Lu spilu e la sciàna

di Armando Polito

* Accidenti, neppure qui sto trovando qualcosa che mi consenta di capire da dove deriva spilu!

* Traduzione dal miciese nel dialetto neretino: Tegnu nnu spilu ti scatuletta ti tonnu, ma tocca mmi rassegnu piccé Armandu pi llu spilu sua osce no stae ti sciàna; traduzione dal dialetto neretino in italiano: Ho un desiderio acuto di una scatoletta di tonno, ma mi debbo rassegnare perché Armando a causa del suo desiderio acuto non sta di buon umore.

Aderendo volentieri ad una gentile recente richiesta dell’amico Marcello (si accettano, comunque, le “ordinazioni” di altri amici…), esaminerò oggi i due sostantivi del titolo, il primo dei quali ho più volte “aggredito” senza risultati apprezzabili (meno male che gli articoli e la congiunzione restanti non pongono problemi!), i quali, lo anticipo, neppure questa volta son venuti fuori.

Dopo aver detto che si definisce spilu un desiderio intenso e per lo più improvviso,  è doveroso, per tentare di comprenderne l’origine e il suo eventuale rapporto con qualche voce italiana, partire dal maestro riconosciuto e, spero, ormai a tutti noto.

Al lemma corrispondente il Rohlfs si limita a rinviare a sfilu, spiùlu. A sfilu leggo: “confronta il calabrese sfilàri1=desiderare ardentemente, sfilu=desiderio, identico all’italiano sfilare, sfilo?. Vedi spilu”.

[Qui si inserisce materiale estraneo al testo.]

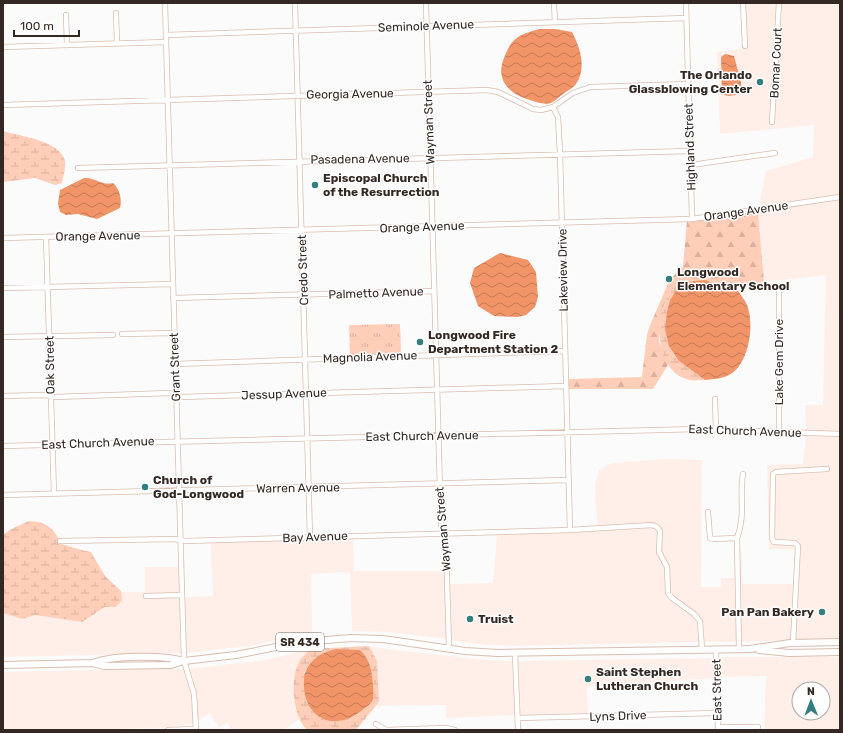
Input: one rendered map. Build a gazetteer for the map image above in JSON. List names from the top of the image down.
{
  "streets": {
    "main road": ["SR 434"],
    "street": [
      "Seminole Avenue",
      "Bomar Court",
      "Georgia Avenue",
      "Wayman Street",
      "Highland Street",
      "Pasadena Avenue",
      "Orange Avenue",
      "Credo Street",
      "Lakeview Drive",
      "Palmetto Avenue",
      "Magnolia Avenue",
      "Lake Gem Drive",
      "Oak Street",
      "Grant Street",
      "Jessup Avenue",
      "East Church Avenue",
      "Warren Avenue",
      "Bay Avenue",
      "East Street",
      "Lyns Drive"
    ]
  },
  "crossings": [
    ["Seminole Avenue", "Wayman Street"],
    ["Seminole Avenue", "Highland Street"],
    ["Seminole Avenue", "Credo Street"],
    ["Seminole Avenue", "Grant Street"],
    ["Georgia Avenue", "Wayman Street"],
    ["Georgia Avenue", "Highland Street"],
    ["Georgia Avenue", "Credo Street"],
    ["Georgia Avenue", "Lakeview Drive"],
    ["Georgia Avenue", "Grant Street"],
    ["Wayman Street", "Pasadena Avenue"],
    ["Wayman Street", "Orange Avenue"],
    ["Wayman Street", "Palmetto Avenue"],
    ["Wayman Street", "Magnolia Avenue"],
    ["Wayman Street", "Jessup Avenue"],
    ["Wayman Street", "East Church Avenue"],
    ["Wayman Street", "Warren Avenue"],
    ["Wayman Street", "Bay Avenue"],
    ["Wayman Street", "SR 434"],
    ["Highland Street", "Pasadena Avenue"],
    ["Highland Street", "Orange Avenue"],
    ["Pasadena Avenue", "Credo Street"],
    ["Pasadena Avenue", "Lakeview Drive"],
    ["Pasadena Avenue", "Grant Street"],
    ["Orange Avenue", "Credo Street"],
    ["Orange Avenue", "Lakeview Drive"],
    ["Orange Avenue", "Oak Street"],
    ["Orange Avenue", "Grant Street"],
    ["Credo Street", "Palmetto Avenue"],
    ["Credo Street", "Magnolia Avenue"],
    ["Credo Street", "Jessup Avenue"],
    ["Credo Street", "East Church Avenue"],
    ["Credo Street", "Warren Avenue"],
    ["Credo Street", "Bay Avenue"],
    ["Lakeview Drive", "Magnolia Avenue"],
    ["Lakeview Drive", "Jessup Avenue"],
    ["Lakeview Drive", "East Church Avenue"],
    ["Lakeview Drive", "Warren Avenue"],
    ["Lakeview Drive", "Bay Avenue"],
    ["Palmetto Avenue", "Grant Street"],
    ["Magnolia Avenue", "Grant Street"],
    ["Lake Gem Drive", "East Church Avenue"],
    ["Oak Street", "Jessup Avenue"],
    ["Oak Street", "East Church Avenue"],
    ["Oak Street", "Warren Avenue"],
    ["Grant Street", "Jessup Avenue"],
    ["Grant Street", "East Church Avenue"],
    ["Grant Street", "Warren Avenue"],
    ["Grant Street", "Bay Avenue"],
    ["Grant Street", "SR 434"],
    ["Bay Avenue", "SR 434"],
    ["SR 434", "East Street"],
    ["East Street", "Lyns Drive"]
  ],
  "places": [
    "The Orlando Glassblowing Center",
    "Episcopal Church of the Resurrection",
    "Longwood Elementary School",
    "Longwood Fire Department Station 2",
    "Church of God-Longwood",
    "Pan Pan Bakery",
    "Truist",
    "Saint Stephen Lutheran Church"
  ],
  "scale_bar": "100 m",
  "north": "top"
}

A spiùlu: “vedi sfilu, spilu”.

Al di là dei rinvii piuttosto viziosi rimane la sola ipotesi concreta del collegamento con l’italiano sfilare nel significato di sfilacciare e con la metafora  del desiderio intenso che tormenta e dilania. Il fatto che le forme verbali riportate nella fraseologia in nota 1 possono essere  tranquillamente sostituite senza che il significato ne risenta minimamente  confermerebbe l’ipotesi avanzata dal Rholfs, escludendo la mia che, pur  con riscontri meno diretti sul piano fonetico, metterebbe in campo non sfilàre ma spiràre e, forse meglio ancora, aspiràre con successiva aferesi di a-.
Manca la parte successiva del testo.